Exercise: Only a number is expected: how many lines in the data below contain the word "image".

Data provided:
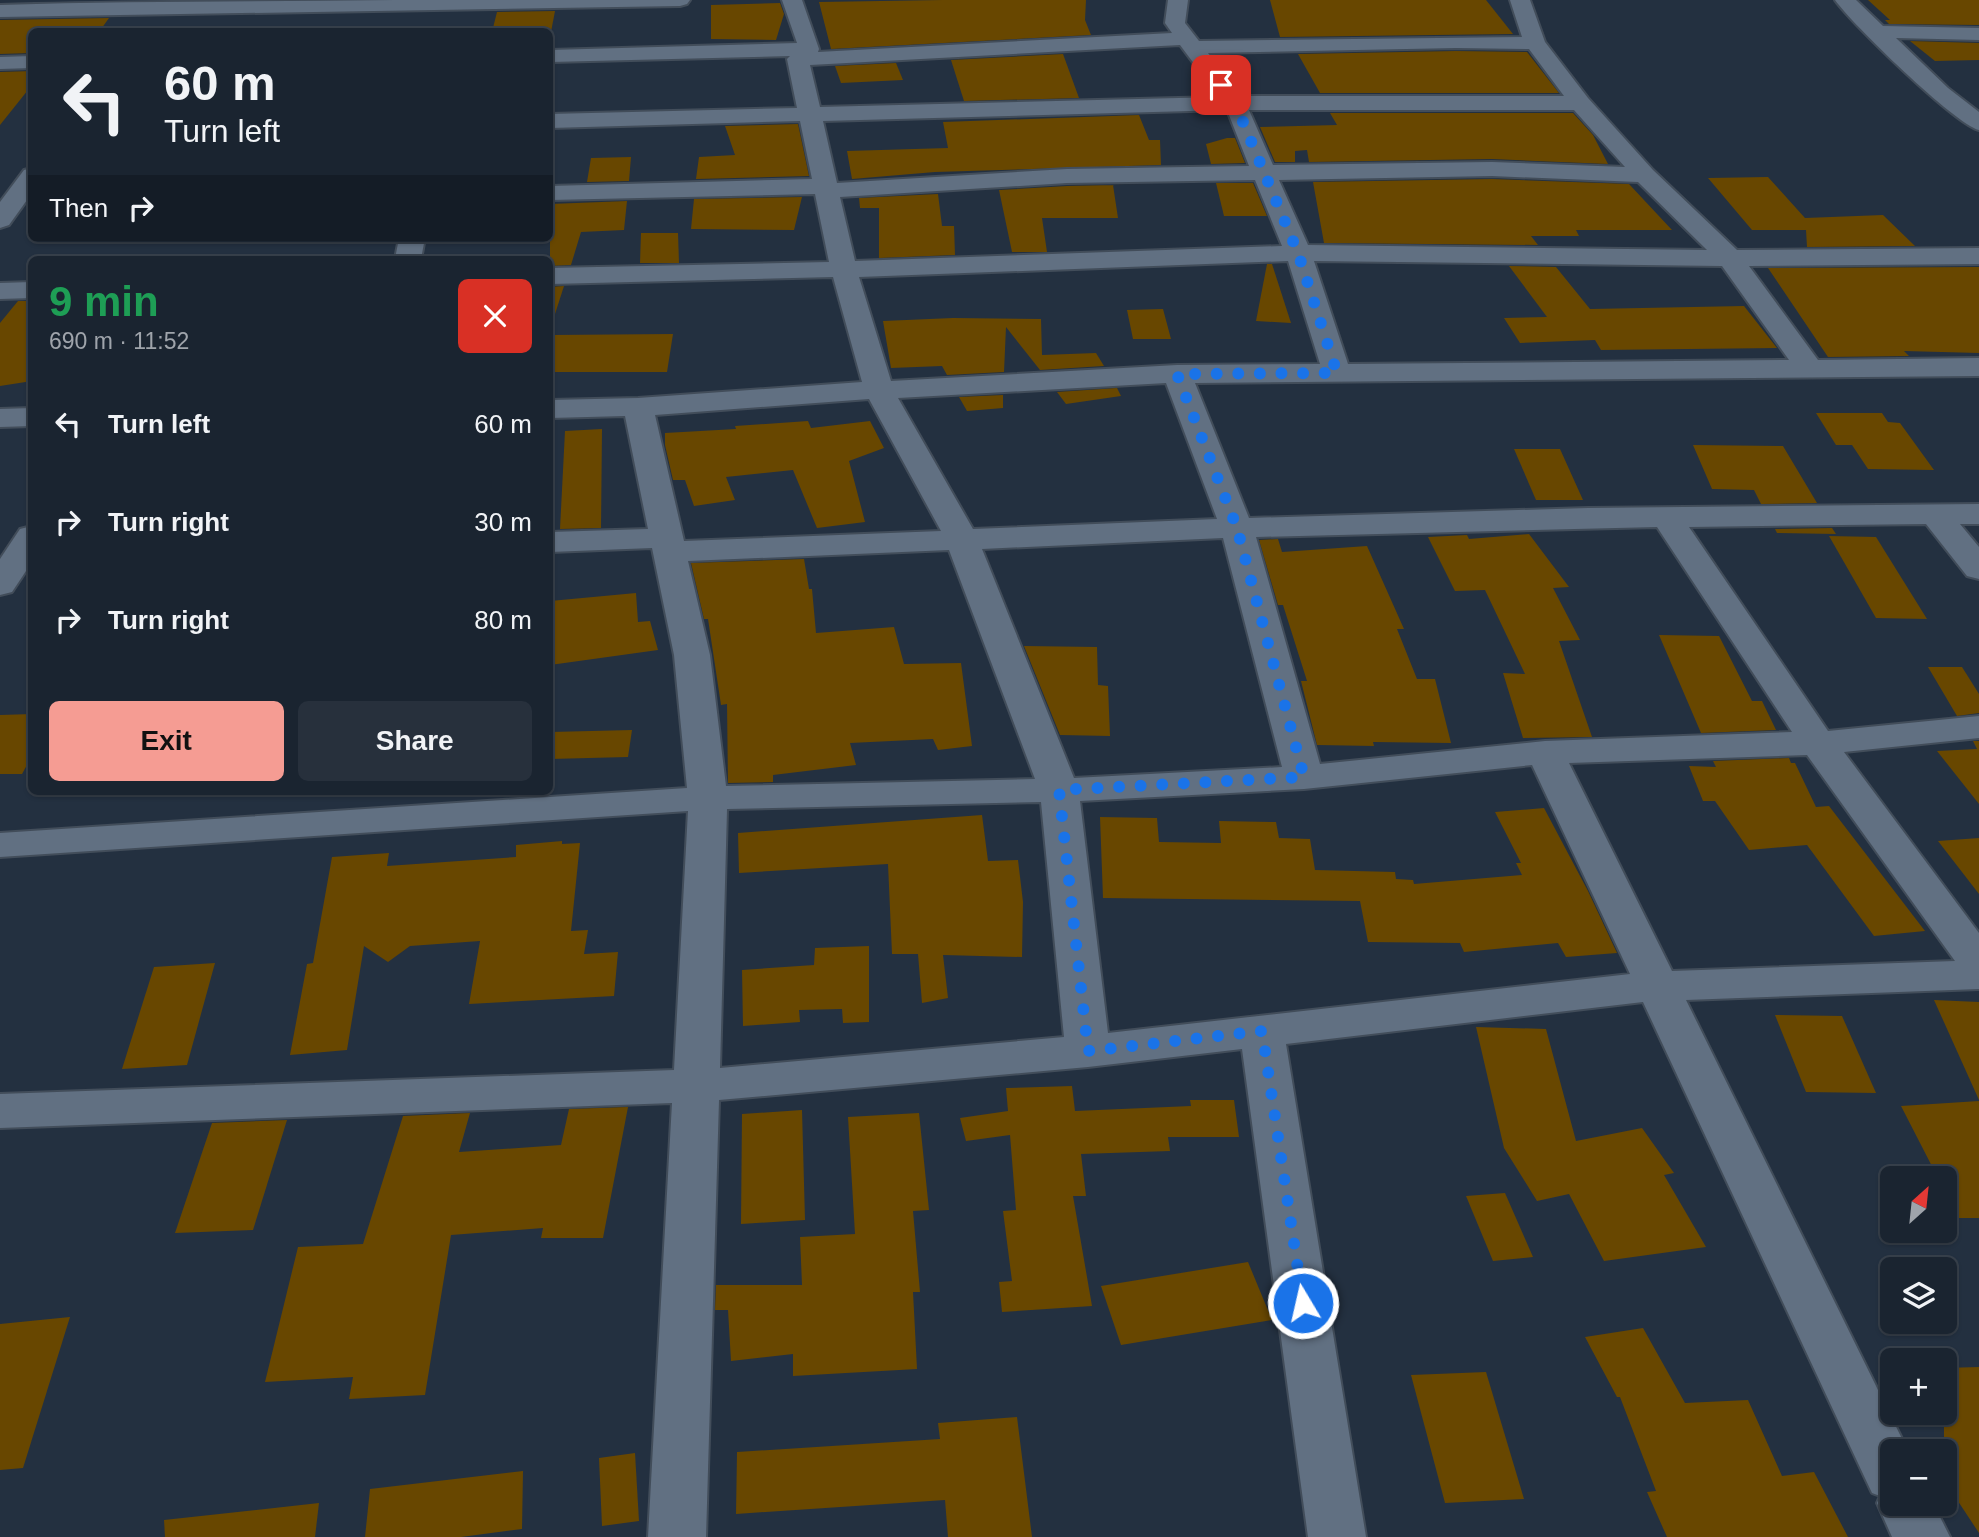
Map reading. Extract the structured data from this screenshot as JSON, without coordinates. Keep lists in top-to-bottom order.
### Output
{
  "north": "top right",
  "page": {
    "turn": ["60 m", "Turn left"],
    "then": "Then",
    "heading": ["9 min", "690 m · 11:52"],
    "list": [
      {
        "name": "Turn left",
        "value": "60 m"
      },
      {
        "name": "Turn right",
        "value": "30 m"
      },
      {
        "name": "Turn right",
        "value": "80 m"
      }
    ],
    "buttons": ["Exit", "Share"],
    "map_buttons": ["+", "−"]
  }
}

...

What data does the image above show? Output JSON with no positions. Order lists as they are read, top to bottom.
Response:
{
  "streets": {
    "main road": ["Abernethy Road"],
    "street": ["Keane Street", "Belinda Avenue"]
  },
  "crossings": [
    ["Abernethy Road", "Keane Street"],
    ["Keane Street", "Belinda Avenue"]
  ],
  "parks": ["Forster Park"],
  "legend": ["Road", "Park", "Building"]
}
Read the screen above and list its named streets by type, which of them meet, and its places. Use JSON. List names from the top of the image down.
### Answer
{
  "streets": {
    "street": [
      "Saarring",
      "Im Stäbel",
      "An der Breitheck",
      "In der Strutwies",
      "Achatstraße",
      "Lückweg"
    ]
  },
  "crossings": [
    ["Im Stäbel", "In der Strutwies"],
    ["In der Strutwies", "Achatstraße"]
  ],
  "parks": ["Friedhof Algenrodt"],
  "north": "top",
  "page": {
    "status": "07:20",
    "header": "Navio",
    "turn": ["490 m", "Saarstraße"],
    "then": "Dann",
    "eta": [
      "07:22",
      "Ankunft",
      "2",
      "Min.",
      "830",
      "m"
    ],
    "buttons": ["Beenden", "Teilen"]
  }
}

Answer: 2